Meet Reflection 70B, AI model that can fix its mistakes

By Akash Pandey

Sep 06, 2024

06:57 pm

What's the story

HyperWrite, an AI writing start-up led by Matt Shumer, has introduced a groundbreaking large language model (LLM) named Reflection 70B. This innovative model is based on Meta's open-source Llama 3.1-70B Instruct and incorporates a unique error self-correction technique, which means it can fix its own mistakes. Shumer announced on X that Reflection-70B is now "the world's top open-source AI model."

Benchmark performance

Surpassing competitors in benchmark tests

Reflection 70B has undergone extensive testing across various benchmarks, including MMLU and HumanEval. The LLM Decontaminator from LMSys was used to ensure contamination-free results. These tests revealed that Reflection consistently outperforms models from Meta's Llama series and competes closely with top commercial models. However, due to high demand following the announcement, the demo site is currently experiencing heavy traffic.

Unique features

Unique error identification and correction capabilities

Shumer highlighted that Reflection 70B not only competes with top-tier models but also offers unique capabilities, specifically error identification and correction. The model's name, "Reflection," signifies its ability to reflect on its generated text and assess its accuracy before delivering outputs to the user. This is achieved through a technique called reflection tuning, which allows the model to detect errors in its own reasoning and correct them before finalizing a response.

Twitter Post

Take a look at benchmark scores

I'm excited to announce Reflection 70B, the world’s top open-source model.

Trained using Reflection-Tuning, a technique developed to enable LLMs to fix their own mistakes.

405B coming next week - we expect it to be the best model in the world.

Built w/ @GlaiveAI.

Read on ⬇️: pic.twitter.com/kZPW1plJuo
— Matt Shumer (@mattshumer_) September 5, 2024

User interaction

Reflection 70B introduces new tokens for user interaction

Reflection 70B introduces several new special tokens for reasoning and error correction, enhancing user interaction with the model.

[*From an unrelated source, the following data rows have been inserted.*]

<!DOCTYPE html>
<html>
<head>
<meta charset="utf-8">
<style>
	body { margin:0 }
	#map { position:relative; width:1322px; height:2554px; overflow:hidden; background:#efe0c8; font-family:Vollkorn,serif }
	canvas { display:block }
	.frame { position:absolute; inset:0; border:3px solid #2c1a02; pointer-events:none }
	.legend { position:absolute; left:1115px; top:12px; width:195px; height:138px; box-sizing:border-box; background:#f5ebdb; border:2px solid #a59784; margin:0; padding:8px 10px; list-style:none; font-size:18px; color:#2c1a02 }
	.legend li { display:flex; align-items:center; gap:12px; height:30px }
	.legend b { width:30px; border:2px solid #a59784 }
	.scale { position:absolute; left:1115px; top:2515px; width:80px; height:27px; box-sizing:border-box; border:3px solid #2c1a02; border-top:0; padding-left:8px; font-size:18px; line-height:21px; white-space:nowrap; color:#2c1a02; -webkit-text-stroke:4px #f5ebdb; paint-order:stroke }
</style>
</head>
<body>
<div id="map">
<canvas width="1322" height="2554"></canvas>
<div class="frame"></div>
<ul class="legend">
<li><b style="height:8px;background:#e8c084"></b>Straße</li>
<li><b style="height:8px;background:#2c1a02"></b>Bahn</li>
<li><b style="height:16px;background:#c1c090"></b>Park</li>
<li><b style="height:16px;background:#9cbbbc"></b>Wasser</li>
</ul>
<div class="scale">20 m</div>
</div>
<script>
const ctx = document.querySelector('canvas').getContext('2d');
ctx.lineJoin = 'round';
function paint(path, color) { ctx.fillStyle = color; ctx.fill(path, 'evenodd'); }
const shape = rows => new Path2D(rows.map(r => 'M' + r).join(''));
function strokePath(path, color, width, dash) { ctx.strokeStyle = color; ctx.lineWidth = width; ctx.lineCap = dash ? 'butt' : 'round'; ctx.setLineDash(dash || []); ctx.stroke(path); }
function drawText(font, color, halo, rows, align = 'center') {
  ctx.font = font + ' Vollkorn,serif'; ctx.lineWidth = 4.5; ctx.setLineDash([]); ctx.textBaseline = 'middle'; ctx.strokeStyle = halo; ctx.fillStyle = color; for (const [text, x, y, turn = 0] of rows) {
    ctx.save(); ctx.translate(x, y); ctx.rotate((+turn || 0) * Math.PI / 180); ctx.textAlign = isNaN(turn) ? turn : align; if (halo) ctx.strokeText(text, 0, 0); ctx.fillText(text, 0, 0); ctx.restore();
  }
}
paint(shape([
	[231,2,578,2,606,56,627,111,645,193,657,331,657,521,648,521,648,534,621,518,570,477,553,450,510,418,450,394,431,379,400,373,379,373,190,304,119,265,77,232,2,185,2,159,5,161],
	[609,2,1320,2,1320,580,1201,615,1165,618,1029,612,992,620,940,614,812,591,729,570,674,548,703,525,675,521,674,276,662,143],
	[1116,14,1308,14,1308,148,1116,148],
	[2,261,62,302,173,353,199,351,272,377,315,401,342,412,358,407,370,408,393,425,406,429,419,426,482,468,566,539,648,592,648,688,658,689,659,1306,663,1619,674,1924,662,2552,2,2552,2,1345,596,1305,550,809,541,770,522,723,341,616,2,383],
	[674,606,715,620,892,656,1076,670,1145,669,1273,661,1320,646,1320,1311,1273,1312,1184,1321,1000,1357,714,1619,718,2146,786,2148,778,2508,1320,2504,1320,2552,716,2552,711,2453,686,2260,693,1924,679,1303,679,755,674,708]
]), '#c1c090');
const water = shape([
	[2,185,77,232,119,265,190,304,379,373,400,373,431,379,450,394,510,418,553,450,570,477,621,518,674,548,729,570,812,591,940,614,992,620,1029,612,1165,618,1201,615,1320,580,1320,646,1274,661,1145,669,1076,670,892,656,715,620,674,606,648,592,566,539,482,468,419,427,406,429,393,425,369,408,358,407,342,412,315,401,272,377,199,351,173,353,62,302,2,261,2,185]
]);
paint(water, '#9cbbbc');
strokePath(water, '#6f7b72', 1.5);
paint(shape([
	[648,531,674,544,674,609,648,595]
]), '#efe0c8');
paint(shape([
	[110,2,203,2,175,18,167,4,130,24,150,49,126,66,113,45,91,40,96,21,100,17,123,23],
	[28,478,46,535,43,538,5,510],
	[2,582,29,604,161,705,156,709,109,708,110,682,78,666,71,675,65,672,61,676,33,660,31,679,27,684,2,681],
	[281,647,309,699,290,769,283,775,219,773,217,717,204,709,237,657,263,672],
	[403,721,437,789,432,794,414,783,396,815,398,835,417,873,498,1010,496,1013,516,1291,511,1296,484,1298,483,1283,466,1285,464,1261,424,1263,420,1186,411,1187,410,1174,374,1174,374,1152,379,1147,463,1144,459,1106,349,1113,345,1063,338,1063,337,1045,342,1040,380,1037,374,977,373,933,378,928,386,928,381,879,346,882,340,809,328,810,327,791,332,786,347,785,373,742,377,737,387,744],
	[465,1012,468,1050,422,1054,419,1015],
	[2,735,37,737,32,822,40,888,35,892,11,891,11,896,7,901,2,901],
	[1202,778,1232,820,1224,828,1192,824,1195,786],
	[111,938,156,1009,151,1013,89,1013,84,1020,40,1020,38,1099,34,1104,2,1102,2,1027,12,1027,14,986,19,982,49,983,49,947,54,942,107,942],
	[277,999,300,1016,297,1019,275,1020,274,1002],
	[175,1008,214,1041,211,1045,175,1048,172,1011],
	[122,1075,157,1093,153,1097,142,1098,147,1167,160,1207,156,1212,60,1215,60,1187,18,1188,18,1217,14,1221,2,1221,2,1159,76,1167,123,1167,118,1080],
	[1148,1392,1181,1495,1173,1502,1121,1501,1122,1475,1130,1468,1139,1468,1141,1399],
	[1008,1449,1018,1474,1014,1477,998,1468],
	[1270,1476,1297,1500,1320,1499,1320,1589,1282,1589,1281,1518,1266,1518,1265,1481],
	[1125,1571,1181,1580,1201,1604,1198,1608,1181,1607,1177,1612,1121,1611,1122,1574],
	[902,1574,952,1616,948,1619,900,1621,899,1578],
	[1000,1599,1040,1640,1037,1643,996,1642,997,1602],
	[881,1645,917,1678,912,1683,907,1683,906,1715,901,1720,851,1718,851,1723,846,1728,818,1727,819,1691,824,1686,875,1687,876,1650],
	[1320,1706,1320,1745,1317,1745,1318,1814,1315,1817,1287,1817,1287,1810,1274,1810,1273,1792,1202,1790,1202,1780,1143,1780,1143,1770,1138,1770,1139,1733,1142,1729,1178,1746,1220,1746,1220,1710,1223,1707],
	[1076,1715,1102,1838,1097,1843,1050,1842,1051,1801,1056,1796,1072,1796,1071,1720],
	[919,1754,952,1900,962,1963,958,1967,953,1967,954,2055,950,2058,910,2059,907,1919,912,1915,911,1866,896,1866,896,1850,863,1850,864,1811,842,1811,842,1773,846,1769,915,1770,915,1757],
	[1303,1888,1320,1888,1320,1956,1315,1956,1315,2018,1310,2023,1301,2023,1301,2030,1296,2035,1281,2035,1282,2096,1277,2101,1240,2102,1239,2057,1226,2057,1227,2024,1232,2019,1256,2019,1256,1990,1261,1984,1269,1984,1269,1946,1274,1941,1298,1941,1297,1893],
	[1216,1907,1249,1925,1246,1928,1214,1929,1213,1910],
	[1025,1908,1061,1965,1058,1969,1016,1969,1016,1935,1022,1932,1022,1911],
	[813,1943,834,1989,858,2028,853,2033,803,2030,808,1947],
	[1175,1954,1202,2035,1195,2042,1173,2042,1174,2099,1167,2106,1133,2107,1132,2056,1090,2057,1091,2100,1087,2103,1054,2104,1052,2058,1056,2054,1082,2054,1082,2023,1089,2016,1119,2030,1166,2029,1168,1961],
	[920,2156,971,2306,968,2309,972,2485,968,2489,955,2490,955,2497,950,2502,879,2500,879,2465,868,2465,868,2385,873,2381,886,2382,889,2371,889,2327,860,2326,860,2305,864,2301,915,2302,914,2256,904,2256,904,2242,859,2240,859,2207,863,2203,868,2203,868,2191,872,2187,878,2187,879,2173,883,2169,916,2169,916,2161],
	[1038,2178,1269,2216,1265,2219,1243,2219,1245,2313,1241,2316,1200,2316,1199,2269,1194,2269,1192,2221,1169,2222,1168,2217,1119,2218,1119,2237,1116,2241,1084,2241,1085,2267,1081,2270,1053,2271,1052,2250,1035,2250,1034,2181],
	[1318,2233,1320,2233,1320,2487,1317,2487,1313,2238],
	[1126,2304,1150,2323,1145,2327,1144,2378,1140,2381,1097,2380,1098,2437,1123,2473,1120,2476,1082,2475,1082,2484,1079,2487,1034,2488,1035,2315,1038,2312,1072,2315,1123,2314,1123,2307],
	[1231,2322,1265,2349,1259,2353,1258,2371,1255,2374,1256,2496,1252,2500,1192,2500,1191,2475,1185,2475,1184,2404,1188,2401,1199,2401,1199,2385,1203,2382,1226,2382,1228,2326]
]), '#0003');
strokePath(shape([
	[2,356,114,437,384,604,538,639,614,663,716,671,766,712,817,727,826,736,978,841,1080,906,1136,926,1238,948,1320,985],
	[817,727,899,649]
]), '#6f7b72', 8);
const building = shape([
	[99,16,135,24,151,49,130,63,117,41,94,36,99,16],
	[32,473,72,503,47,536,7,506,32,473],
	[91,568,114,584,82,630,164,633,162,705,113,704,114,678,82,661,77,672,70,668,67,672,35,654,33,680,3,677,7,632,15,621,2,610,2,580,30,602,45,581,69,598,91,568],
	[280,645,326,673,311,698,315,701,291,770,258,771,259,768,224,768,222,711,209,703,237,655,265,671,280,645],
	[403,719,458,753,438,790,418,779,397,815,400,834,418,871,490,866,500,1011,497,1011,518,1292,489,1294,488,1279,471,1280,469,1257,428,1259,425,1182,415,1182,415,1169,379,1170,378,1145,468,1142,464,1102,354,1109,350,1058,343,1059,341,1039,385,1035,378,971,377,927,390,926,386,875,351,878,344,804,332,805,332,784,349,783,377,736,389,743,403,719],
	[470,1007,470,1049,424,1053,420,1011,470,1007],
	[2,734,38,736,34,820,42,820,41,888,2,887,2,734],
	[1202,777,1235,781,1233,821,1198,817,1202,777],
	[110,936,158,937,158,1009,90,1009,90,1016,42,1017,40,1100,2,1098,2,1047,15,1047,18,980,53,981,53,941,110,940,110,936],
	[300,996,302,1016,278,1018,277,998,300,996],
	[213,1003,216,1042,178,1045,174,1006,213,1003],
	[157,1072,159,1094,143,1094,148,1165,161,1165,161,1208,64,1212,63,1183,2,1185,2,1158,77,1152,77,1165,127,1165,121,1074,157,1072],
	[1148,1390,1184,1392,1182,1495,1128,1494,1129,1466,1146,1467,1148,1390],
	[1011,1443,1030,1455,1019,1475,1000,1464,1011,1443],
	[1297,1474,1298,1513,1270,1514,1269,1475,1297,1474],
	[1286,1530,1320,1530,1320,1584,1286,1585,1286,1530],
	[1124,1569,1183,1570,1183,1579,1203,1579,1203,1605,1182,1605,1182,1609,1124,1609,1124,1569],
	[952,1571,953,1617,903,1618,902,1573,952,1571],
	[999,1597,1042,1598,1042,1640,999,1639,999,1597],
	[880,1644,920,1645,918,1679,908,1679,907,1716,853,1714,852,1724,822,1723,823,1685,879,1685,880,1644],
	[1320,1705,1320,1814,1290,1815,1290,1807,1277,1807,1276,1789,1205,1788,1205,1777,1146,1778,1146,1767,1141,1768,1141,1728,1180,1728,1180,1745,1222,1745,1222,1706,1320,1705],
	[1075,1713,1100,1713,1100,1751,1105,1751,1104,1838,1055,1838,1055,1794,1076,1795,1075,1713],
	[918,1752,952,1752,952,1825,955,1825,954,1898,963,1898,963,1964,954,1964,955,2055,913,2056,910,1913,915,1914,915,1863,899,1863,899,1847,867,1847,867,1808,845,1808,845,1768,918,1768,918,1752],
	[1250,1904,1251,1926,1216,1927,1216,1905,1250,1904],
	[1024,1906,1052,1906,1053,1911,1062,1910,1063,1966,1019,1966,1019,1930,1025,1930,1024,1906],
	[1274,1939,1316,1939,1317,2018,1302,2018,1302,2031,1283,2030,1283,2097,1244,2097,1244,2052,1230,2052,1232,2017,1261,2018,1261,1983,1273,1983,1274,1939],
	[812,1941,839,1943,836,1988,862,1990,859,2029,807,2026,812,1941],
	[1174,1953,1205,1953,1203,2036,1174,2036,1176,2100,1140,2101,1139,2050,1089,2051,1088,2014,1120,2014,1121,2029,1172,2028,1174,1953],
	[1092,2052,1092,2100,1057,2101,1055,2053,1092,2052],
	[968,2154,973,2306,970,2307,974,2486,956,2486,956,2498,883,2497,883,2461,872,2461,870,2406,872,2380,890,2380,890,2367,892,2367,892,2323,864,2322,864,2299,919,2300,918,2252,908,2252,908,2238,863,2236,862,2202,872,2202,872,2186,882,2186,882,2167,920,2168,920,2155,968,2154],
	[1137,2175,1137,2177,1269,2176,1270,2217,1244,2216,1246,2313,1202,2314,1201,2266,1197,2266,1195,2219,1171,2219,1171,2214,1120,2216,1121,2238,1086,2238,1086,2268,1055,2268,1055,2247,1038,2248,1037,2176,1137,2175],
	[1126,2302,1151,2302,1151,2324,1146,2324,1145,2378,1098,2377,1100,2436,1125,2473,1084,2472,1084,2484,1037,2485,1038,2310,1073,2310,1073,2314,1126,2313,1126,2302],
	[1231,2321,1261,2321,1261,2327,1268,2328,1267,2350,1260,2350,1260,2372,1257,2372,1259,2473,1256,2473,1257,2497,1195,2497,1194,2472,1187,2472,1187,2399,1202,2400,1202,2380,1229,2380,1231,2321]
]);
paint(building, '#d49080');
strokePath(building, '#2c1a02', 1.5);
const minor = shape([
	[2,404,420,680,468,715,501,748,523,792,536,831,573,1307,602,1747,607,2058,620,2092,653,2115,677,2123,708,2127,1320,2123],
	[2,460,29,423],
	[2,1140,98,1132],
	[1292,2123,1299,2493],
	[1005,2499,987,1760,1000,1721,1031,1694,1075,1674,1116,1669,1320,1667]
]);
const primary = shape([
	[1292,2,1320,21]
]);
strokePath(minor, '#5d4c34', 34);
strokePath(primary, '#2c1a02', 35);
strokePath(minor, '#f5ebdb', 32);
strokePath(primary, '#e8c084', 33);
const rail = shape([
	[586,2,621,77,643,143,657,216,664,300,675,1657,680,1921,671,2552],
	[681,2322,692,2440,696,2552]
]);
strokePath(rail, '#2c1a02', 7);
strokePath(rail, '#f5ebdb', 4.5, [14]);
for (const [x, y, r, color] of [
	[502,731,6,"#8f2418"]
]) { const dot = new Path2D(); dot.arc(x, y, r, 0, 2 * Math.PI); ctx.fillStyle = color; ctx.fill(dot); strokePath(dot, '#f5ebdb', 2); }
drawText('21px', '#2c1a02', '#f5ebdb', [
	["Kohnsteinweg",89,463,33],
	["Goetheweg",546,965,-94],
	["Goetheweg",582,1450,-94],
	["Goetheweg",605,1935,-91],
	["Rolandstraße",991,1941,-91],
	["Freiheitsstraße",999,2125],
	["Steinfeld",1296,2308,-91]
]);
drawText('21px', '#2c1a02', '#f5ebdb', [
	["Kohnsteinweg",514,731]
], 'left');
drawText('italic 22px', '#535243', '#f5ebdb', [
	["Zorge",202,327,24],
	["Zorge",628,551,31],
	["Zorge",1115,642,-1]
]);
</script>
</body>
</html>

During inference, the model displays its reasoning within special tags, allowing for real-time corrections if it detects a mistake. This feature makes the model particularly useful for tasks that require high accuracy as it separates reasoning into distinct steps to improve precision.

Download availability

Reflection 70B is now available for download

The model can be downloaded via the AI code repository Hugging Face, and API access is expected to be available through GPU service provider Hyperbolic Labs. Shumer also revealed plans for an even larger model, Reflection 405B, set to launch next week. He further stated that HyperWrite is working on integrating the Reflection 70B model into its primary AI writing assistant product.

Training insights

Reflection 70B's training process and benchmarks

Shumer confirmed that the underlying model for Reflection 70B is built on Meta's Llama 3.1-70B Instruct and uses the stock Llama chat format, ensuring compatibility with existing tools and pipelines. He also credited Glaive, a start-up specializing in creating use-case-specific datasets, for enabling rapid AI model training. The synthetic data generated by Glaive significantly accelerated the development process of Reflection 70B.